══ Material for the task
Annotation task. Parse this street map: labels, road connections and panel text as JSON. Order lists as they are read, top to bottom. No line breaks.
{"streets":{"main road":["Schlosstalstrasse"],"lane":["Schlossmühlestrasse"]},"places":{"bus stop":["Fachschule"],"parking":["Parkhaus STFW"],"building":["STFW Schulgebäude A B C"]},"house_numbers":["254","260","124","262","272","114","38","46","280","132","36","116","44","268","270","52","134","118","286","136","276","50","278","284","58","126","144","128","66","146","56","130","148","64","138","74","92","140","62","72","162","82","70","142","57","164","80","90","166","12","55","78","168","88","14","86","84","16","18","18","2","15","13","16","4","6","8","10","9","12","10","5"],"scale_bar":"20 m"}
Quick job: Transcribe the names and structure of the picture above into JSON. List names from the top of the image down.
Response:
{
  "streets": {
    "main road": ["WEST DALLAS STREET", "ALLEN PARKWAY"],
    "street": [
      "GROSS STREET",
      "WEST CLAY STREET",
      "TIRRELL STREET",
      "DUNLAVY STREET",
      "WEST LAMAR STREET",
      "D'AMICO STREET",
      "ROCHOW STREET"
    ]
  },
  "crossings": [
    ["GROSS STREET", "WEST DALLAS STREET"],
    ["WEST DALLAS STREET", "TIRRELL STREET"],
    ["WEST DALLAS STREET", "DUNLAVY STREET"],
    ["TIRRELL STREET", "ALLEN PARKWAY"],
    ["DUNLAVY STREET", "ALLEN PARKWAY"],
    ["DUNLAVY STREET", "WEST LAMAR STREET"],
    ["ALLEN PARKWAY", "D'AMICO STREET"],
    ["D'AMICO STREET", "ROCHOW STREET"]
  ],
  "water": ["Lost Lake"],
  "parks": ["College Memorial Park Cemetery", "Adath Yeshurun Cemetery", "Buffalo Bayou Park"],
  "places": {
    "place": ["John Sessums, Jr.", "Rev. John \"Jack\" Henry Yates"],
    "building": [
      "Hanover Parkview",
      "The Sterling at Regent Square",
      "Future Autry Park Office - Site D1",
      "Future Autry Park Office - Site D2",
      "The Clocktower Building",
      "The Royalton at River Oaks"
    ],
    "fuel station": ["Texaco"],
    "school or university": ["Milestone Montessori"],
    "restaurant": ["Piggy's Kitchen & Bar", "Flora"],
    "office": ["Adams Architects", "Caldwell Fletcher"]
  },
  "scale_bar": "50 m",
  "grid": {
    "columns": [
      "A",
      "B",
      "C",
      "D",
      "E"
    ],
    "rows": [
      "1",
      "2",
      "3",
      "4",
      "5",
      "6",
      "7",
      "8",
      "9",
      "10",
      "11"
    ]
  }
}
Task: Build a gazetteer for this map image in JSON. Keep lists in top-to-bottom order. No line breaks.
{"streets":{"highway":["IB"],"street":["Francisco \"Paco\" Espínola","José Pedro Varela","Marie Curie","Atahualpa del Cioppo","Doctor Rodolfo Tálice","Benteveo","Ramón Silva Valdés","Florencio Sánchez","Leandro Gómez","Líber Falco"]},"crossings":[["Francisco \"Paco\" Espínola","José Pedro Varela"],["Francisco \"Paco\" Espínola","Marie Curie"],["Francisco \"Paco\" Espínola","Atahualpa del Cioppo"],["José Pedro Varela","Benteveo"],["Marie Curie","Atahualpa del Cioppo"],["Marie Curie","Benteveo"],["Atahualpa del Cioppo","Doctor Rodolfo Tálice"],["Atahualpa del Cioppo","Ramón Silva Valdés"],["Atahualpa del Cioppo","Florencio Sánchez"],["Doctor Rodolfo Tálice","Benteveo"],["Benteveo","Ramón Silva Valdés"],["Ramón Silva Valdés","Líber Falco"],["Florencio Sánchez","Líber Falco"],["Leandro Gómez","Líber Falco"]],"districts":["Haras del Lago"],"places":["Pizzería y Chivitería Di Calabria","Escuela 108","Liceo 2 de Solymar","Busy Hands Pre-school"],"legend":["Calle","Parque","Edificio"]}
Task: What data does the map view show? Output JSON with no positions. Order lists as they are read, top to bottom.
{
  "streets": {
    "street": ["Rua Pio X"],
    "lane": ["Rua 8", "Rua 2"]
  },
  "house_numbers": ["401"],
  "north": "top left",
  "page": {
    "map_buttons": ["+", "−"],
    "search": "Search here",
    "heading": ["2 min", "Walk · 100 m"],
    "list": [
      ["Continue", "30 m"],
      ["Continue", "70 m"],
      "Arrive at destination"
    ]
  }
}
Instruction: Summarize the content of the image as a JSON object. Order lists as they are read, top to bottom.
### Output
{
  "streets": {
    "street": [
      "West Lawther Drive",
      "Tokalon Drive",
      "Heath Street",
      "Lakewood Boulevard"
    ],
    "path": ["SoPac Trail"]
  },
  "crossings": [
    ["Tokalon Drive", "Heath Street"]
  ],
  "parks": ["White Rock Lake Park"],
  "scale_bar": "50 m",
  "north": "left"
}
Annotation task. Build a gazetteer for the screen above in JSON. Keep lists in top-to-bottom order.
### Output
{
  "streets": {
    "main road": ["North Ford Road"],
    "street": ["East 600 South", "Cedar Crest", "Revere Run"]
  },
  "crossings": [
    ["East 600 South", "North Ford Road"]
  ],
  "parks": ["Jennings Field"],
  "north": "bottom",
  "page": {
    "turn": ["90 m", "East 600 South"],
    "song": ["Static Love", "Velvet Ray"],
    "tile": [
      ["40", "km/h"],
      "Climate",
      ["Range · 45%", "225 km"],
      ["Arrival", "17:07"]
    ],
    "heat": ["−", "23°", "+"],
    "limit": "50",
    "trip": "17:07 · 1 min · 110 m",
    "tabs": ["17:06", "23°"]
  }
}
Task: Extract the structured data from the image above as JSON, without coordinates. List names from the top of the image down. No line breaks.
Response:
════
## Exercise
Return the records exactly, character for character.

## Exercise response
Annotation task. Parse this street map: labels, road connections and panel text as JSON. Order lists as they are read, top to bottom. No line breaks.
{"streets":{"main road":["Schlosstalstrasse"],"lane":["Schlossmühlestrasse"]},"places":{"bus stop":["Fachschule"],"parking":["Parkhaus STFW"],"building":["STFW Schulgebäude A B C"]},"house_numbers":["254","260","124","262","272","114","38","46","280","132","36","116","44","268","270","52","134","118","286","136","276","50","278","284","58","126","144","128","66","146","56","130","148","64","138","74","92","140","62","72","162","82","70","142","57","164","80","90","166","12","55","78","168","88","14","86","84","16","18","18","2","15","13","16","4","6","8","10","9","12","10","5"],"scale_bar":"20 m"}
Quick job: Transcribe the names and structure of the picture above into JSON. List names from the top of the image down.
Response:
{
  "streets": {
    "main road": ["WEST DALLAS STREET", "ALLEN PARKWAY"],
    "street": [
      "GROSS STREET",
      "WEST CLAY STREET",
      "TIRRELL STREET",
      "DUNLAVY STREET",
      "WEST LAMAR STREET",
      "D'AMICO STREET",
      "ROCHOW STREET"
    ]
  },
  "crossings": [
    ["GROSS STREET", "WEST DALLAS STREET"],
    ["WEST DALLAS STREET", "TIRRELL STREET"],
    ["WEST DALLAS STREET", "DUNLAVY STREET"],
    ["TIRRELL STREET", "ALLEN PARKWAY"],
    ["DUNLAVY STREET", "ALLEN PARKWAY"],
    ["DUNLAVY STREET", "WEST LAMAR STREET"],
    ["ALLEN PARKWAY", "D'AMICO STREET"],
    ["D'AMICO STREET", "ROCHOW STREET"]
  ],
  "water": ["Lost Lake"],
  "parks": ["College Memorial Park Cemetery", "Adath Yeshurun Cemetery", "Buffalo Bayou Park"],
  "places": {
    "place": ["John Sessums, Jr.", "Rev. John \"Jack\" Henry Yates"],
    "building": [
      "Hanover Parkview",
      "The Sterling at Regent Square",
      "Future Autry Park Office - Site D1",
      "Future Autry Park Office - Site D2",
      "The Clocktower Building",
      "The Royalton at River Oaks"
    ],
    "fuel station": ["Texaco"],
    "school or university": ["Milestone Montessori"],
    "restaurant": ["Piggy's Kitchen & Bar", "Flora"],
    "office": ["Adams Architects", "Caldwell Fletcher"]
  },
  "scale_bar": "50 m",
  "grid": {
    "columns": [
      "A",
      "B",
      "C",
      "D",
      "E"
    ],
    "rows": [
      "1",
      "2",
      "3",
      "4",
      "5",
      "6",
      "7",
      "8",
      "9",
      "10",
      "11"
    ]
  }
}
Task: Build a gazetteer for this map image in JSON. Keep lists in top-to-bottom order. No line breaks.
{"streets":{"highway":["IB"],"street":["Francisco \"Paco\" Espínola","José Pedro Varela","Marie Curie","Atahualpa del Cioppo","Doctor Rodolfo Tálice","Benteveo","Ramón Silva Valdés","Florencio Sánchez","Leandro Gómez","Líber Falco"]},"crossings":[["Francisco \"Paco\" Espínola","José Pedro Varela"],["Francisco \"Paco\" Espínola","Marie Curie"],["Francisco \"Paco\" Espínola","Atahualpa del Cioppo"],["José Pedro Varela","Benteveo"],["Marie Curie","Atahualpa del Cioppo"],["Marie Curie","Benteveo"],["Atahualpa del Cioppo","Doctor Rodolfo Tálice"],["Atahualpa del Cioppo","Ramón Silva Valdés"],["Atahualpa del Cioppo","Florencio Sánchez"],["Doctor Rodolfo Tálice","Benteveo"],["Benteveo","Ramón Silva Valdés"],["Ramón Silva Valdés","Líber Falco"],["Florencio Sánchez","Líber Falco"],["Leandro Gómez","Líber Falco"]],"districts":["Haras del Lago"],"places":["Pizzería y Chivitería Di Calabria","Escuela 108","Liceo 2 de Solymar","Busy Hands Pre-school"],"legend":["Calle","Parque","Edificio"]}
Task: What data does the map view show? Output JSON with no positions. Order lists as they are read, top to bottom.
{
  "streets": {
    "street": ["Rua Pio X"],
    "lane": ["Rua 8", "Rua 2"]
  },
  "house_numbers": ["401"],
  "north": "top left",
  "page": {
    "map_buttons": ["+", "−"],
    "search": "Search here",
    "heading": ["2 min", "Walk · 100 m"],
    "list": [
      ["Continue", "30 m"],
      ["Continue", "70 m"],
      "Arrive at destination"
    ]
  }
}
Instruction: Summarize the content of the image as a JSON object. Order lists as they are read, top to bottom.
### Output
{
  "streets": {
    "street": [
      "West Lawther Drive",
      "Tokalon Drive",
      "Heath Street",
      "Lakewood Boulevard"
    ],
    "path": ["SoPac Trail"]
  },
  "crossings": [
    ["Tokalon Drive", "Heath Street"]
  ],
  "parks": ["White Rock Lake Park"],
  "scale_bar": "50 m",
  "north": "left"
}
Annotation task. Build a gazetteer for the screen above in JSON. Keep lists in top-to-bottom order.
### Output
{
  "streets": {
    "main road": ["North Ford Road"],
    "street": ["East 600 South", "Cedar Crest", "Revere Run"]
  },
  "crossings": [
    ["East 600 South", "North Ford Road"]
  ],
  "parks": ["Jennings Field"],
  "north": "bottom",
  "page": {
    "turn": ["90 m", "East 600 South"],
    "song": ["Static Love", "Velvet Ray"],
    "tile": [
      ["40", "km/h"],
      "Climate",
      ["Range · 45%", "225 km"],
      ["Arrival", "17:07"]
    ],
    "heat": ["−", "23°", "+"],
    "limit": "50",
    "trip": "17:07 · 1 min · 110 m",
    "tabs": ["17:06", "23°"]
  }
}
Task: Extract the structured data from the image above as JSON, without coordinates. List names from the top of the image down. No line breaks.
Response:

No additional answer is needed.